Even before the pandemic, many D.C. law firms were relocating offices into suburban Maryland and Virginia. Now some of those new offices are being shuttered as more employees continue to work from home thanks to COVID-19.

Last year, Lowe and USAA Real Estate renovated two office towers in Alexandria’s Park Center into 435 residential apartments.

Office buildings that remain open are often underutilized. Office swipe-card provider Kastle Systems reported in an analysis of its security data from 41,000 buildings in 47 states that D.C.’s weekly office occupancy rate was just 27.4% on Jan. 26, well below a 10-city average of 31.2%.

Hans Dau, CEO of the Mitchell Madison Group consulting firm, said the District has always resembled similar cities with high crime rates in their low commercial occupancy. But he added that Washington is not the only city with underused commercial space.
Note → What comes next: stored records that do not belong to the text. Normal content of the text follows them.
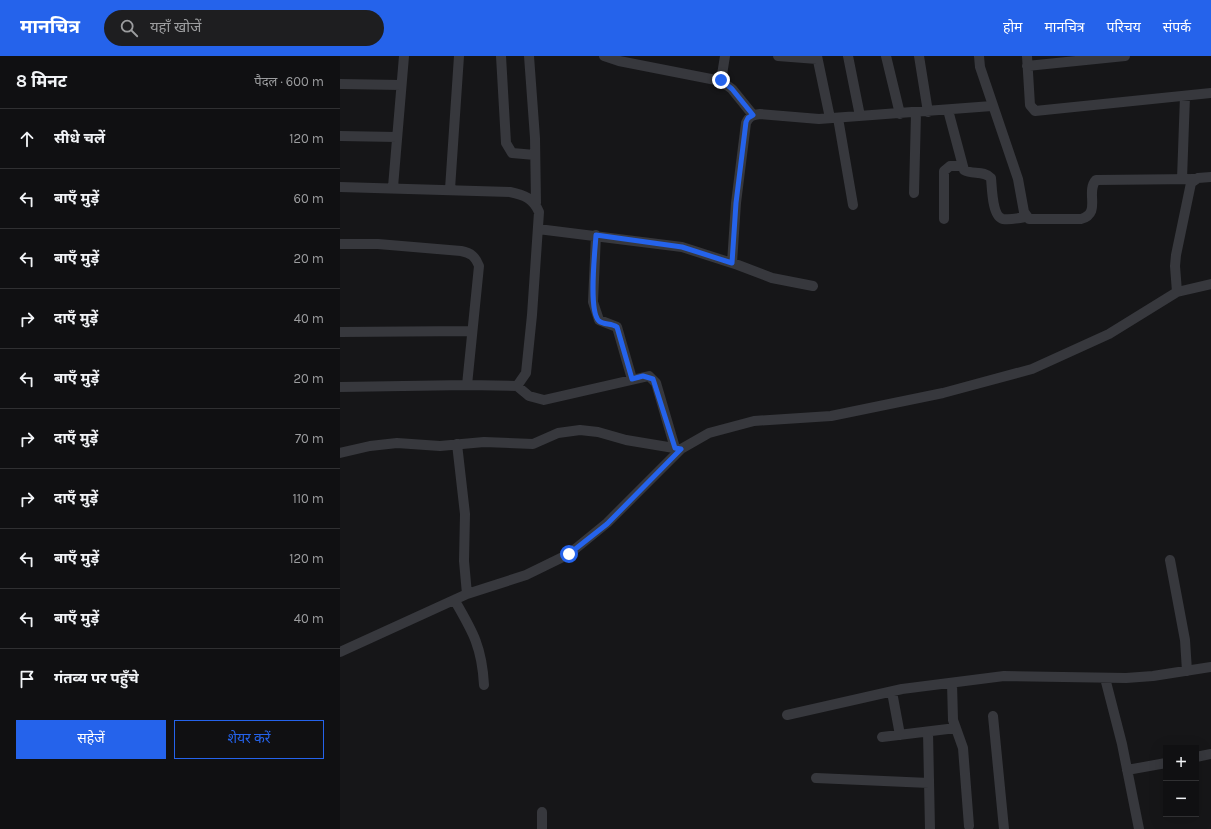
<!DOCTYPE html>
<html lang="hi">
<meta charset="utf-8">
<style>
:root{--surface:#101012;--page:#1e1e20;--text:#f1f3f6;--muted:#9c9d9f;--line:#303032;--accent:#2563eb}
body{margin:0;font-family:Karla,"Noto Sans Devanagari",sans-serif;background:var(--page);color:var(--text)}
.controls{position:absolute;right:12px;bottom:12px;display:grid;overflow:hidden;border-radius:0px;box-shadow:0 4px 16px #0002}
.controls button{width:36px;height:36px;display:grid;place-items:center;padding:0;border:0;border-bottom:1px solid var(--line);background:var(--surface);color:var(--text);font:20px sans-serif}
.stop{position:absolute;width:12px;height:12px;margin:-9px;border:3px solid #2563eb;border-radius:50%;background:#fff}
.stop.end{background:#2563eb;border-color:#fff;box-shadow:0 1px 4px #0008}
.list{margin:0;padding:0;list-style:none}
h2{display:flex;justify-content:space-between;align-items:center;height:52px;margin:0;padding:0 16px;font-size:17px}
h2 small{font-size:13px;font-weight:400;color:var(--muted)}
.list li{display:grid;grid-template-columns:26px 1fr auto;gap:12px;align-items:center;box-sizing:border-box;height:60px;padding:0 16px;border-top:1px solid var(--line)}
.list b{display:block;font-size:15px;white-space:nowrap}
.list em{font-size:13px;font-style:normal;color:var(--muted)}
.actions{display:flex;gap:8px;padding:12px 16px}
.actions a{flex:1;padding:9px 0;border:1px solid var(--accent);border-radius:0px;text-align:center;font-size:14px;color:var(--accent)}
.actions .main{background:var(--accent);color:#fff}
.icon{flex:none;width:22px;height:22px;fill:none;stroke:currentColor;stroke-width:2;stroke-linecap:round;stroke-linejoin:round}
.map{position:relative;flex:none;width:871px;height:773px;overflow:hidden}
header{display:flex;align-items:center;gap:24px;box-sizing:border-box;height:56px;padding:0 20px;background:var(--accent);color:#fff}
header strong{font-size:19px}
nav{display:flex;gap:22px;margin-inline-start:auto;font-size:14px}
.search{width:280px;height:36px;background:var(--page);display:flex;align-items:center;gap:10px;box-sizing:border-box;padding:0 14px;border-radius:22px;color:var(--muted);font-size:15px}
main{display:flex}
aside{flex:1;background:var(--surface)}
.map>svg:first-child{display:block}
.lines{fill:none;stroke-linecap:round;stroke-linejoin:round}
.minor{stroke:#37383d;stroke-width:10}
.route{stroke:#2563eb;stroke-width:5}
</style>
<header>
<strong>मानचित्र</strong>
<div class="search"><svg class="icon" aria-label="search" viewBox="0 0 24 24"><circle cx="10" cy="10" r="6"/><path d="M15 15l6 6"/></svg>यहाँ खोजें</div>
<nav><a>होम</a><a>मानचित्र</a><a>परिचय</a><a>संपर्क</a></nav>
</header>
<main>
<aside>
<h2>8 मिनट<small>पैदल · 600 m</small></h2>
<ul class="list">
<li><svg class="icon" aria-label="ahead" viewBox="0 0 24 24"><path d="M12 20V5M6 11l6-6 6 6"/></svg><div><b>सीधे चलें</b></div><em>120 m</em></li>
<li><svg class="icon" aria-label="left" viewBox="0 0 24 24"><path d="M17 20v-9H6M10 6l-5 5 5 5"/></svg><div><b>बाएँ मुड़ें</b></div><em>60 m</em></li>
<li><svg class="icon" aria-label="left" viewBox="0 0 24 24"><path d="M17 20v-9H6M10 6l-5 5 5 5"/></svg><div><b>बाएँ मुड़ें</b></div><em>20 m</em></li>
<li><svg class="icon" aria-label="right" viewBox="0 0 24 24"><path d="M7 20v-9h11M14 6l5 5-5 5"/></svg><div><b>दाएँ मुड़ें</b></div><em>40 m</em></li>
<li><svg class="icon" aria-label="left" viewBox="0 0 24 24"><path d="M17 20v-9H6M10 6l-5 5 5 5"/></svg><div><b>बाएँ मुड़ें</b></div><em>20 m</em></li>
<li><svg class="icon" aria-label="right" viewBox="0 0 24 24"><path d="M7 20v-9h11M14 6l5 5-5 5"/></svg><div><b>दाएँ मुड़ें</b></div><em>70 m</em></li>
<li><svg class="icon" aria-label="right" viewBox="0 0 24 24"><path d="M7 20v-9h11M14 6l5 5-5 5"/></svg><div><b>दाएँ मुड़ें</b></div><em>110 m</em></li>
<li><svg class="icon" aria-label="left" viewBox="0 0 24 24"><path d="M17 20v-9H6M10 6l-5 5 5 5"/></svg><div><b>बाएँ मुड़ें</b></div><em>120 m</em></li>
<li><svg class="icon" aria-label="left" viewBox="0 0 24 24"><path d="M17 20v-9H6M10 6l-5 5 5 5"/></svg><div><b>बाएँ मुड़ें</b></div><em>40 m</em></li>
<li><svg class="icon" aria-label="arrive" viewBox="0 0 24 24"><path d="M6 21V4h12l-3 4 3 4H6"/></svg><div><b>गंतव्य पर पहुँचे</b></div></li>
</ul>
<div class="actions"><a class="main">सहेजें</a><a>शेयर करें</a></div>
</aside>
<div class="map">
<svg width="871" height="773" viewBox="0 0 871 773">
<rect width="100%" height="100%" fill="#161618"/>
<g class="lines">
<path class="minor" d="M161,0L166,87L172,97L195,99
M189,0L195,82L196,147
M264,0L279,5L381,25L392,33L413,59
M438,0L477,3
M477,0L490,62
M508,0L520,60
M546,0L560,58
M579,0L588,56
M639,0L640,11L678,123L684,156L689,163H741C762,157 745,136 756,124L855,123
M687,0L690,49L695,55L871,37
M687,10L785,0
M381,25L385,0
M0,28L61,29
M608,54L624,114C632,119 644,114 651,122C652,131 652,161 663,163C671,164 679,162 686,161
M498,62L513,149
M0,80L57,81
M842,123L845,40
M0,131L170,136C184,139 193,142 199,156L192,259L186,317L177,330
M53,131L64,0
M110,133L119,0
M574,137L576,57
M604,163V115L610,110H622
M198,173L342,191L398,209L432,222L473,230
M256,179L253,246L259,264L277,271L292,323
M0,188H38L121,195C131,197 135,200 139,210L127,329
M392,207L396,147L406,67C409,60 413,59 420,58L479,63L652,50
M837,236L835,210L836,199L851,127L858,122L871,121
M0,276L132,275
M0,331L127,329L177,330L189,340L204,344L309,320L316,327L335,392
M117,388L125,458L124,505L127,538
M0,397L30,390L57,387L100,390L144,386L193,388L218,377L240,374L258,376L286,384L340,393
M830,504L845,584L847,615
M115,545C133,576 142,591 144,629
M0,596L127,538L186,519L229,498L267,467L341,393L369,377L414,365L491,360L603,337L692,313L769,278L837,236L871,228
M765,622L782,688L799,773
M612,627L613,664L623,692L629,770
M552,636L560,679
M447,659L562,633L664,620L786,622L813,620L871,611
M653,660L664,773
M588,676L590,773
M542,681L616,672
M856,701L871,698
M787,714L826,707
M476,722L589,727
M202,773V756"/>
</g>
<g class="lines">
<path class="route" d="M229,498L267,468L341,393L335,392L313,323L303,320L292,323L277,271C271,267 264,269 259,265C248,255 255,196 256,179L342,191L392,207L396,147L406,66L408,62L413,59L392,33L381,24"/>
</g>
</svg>
<div class="controls">
<button>+</button>
<button>−</button>
</div>
<div class="stop" style="left:229px;top:498px"></div>
<div class="stop end" style="left:381px;top:24px"></div>
</div>
</main>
“Office occupancy rates will never go back to pre-pandemic levels,” Mr. Dau said. “Interestingly, some of the more crime-ridden cities such as San Francisco, Chicago and New York are at half the occupancy levels of cities such as Houston, Austin and Dallas.”

Peter Earle, an economist at the libertarian American Institute for Economic Research in Massachusetts, said cities like the District would be wise to decrease their commercial footprint this year as fewer businesses seek to lease space.

“That is because a significant number of companies have decided for various reasons an actual shared, physical office space is an unnecessary expense and perhaps a liability,” Mr. Earle said.

Brian Marks, an economist who teaches at the University of New Haven, agreed.

“I think 2022 will be the year for a new price equilibrium in commercial real estate as we move toward a post-COVID-19 world that reflects changes in space utilization,” Mr. Marks said. “We can expect some improvement in rental prices as economic growth continues and employment improves, but weaknesses shall remain.”

But Charles Mizrahi, a former Wall Street trader who founded Alpha Investor, said it’s premature to discount the commercial real estate market.

“Vacant malls are being reborn into schools, churches, and medical centers. Department stores and other large spaces are being converted into warehouses,” Mr. Mizrahi said. “Commercial real estate continues to innovate and find ways to keep the rent coming in.”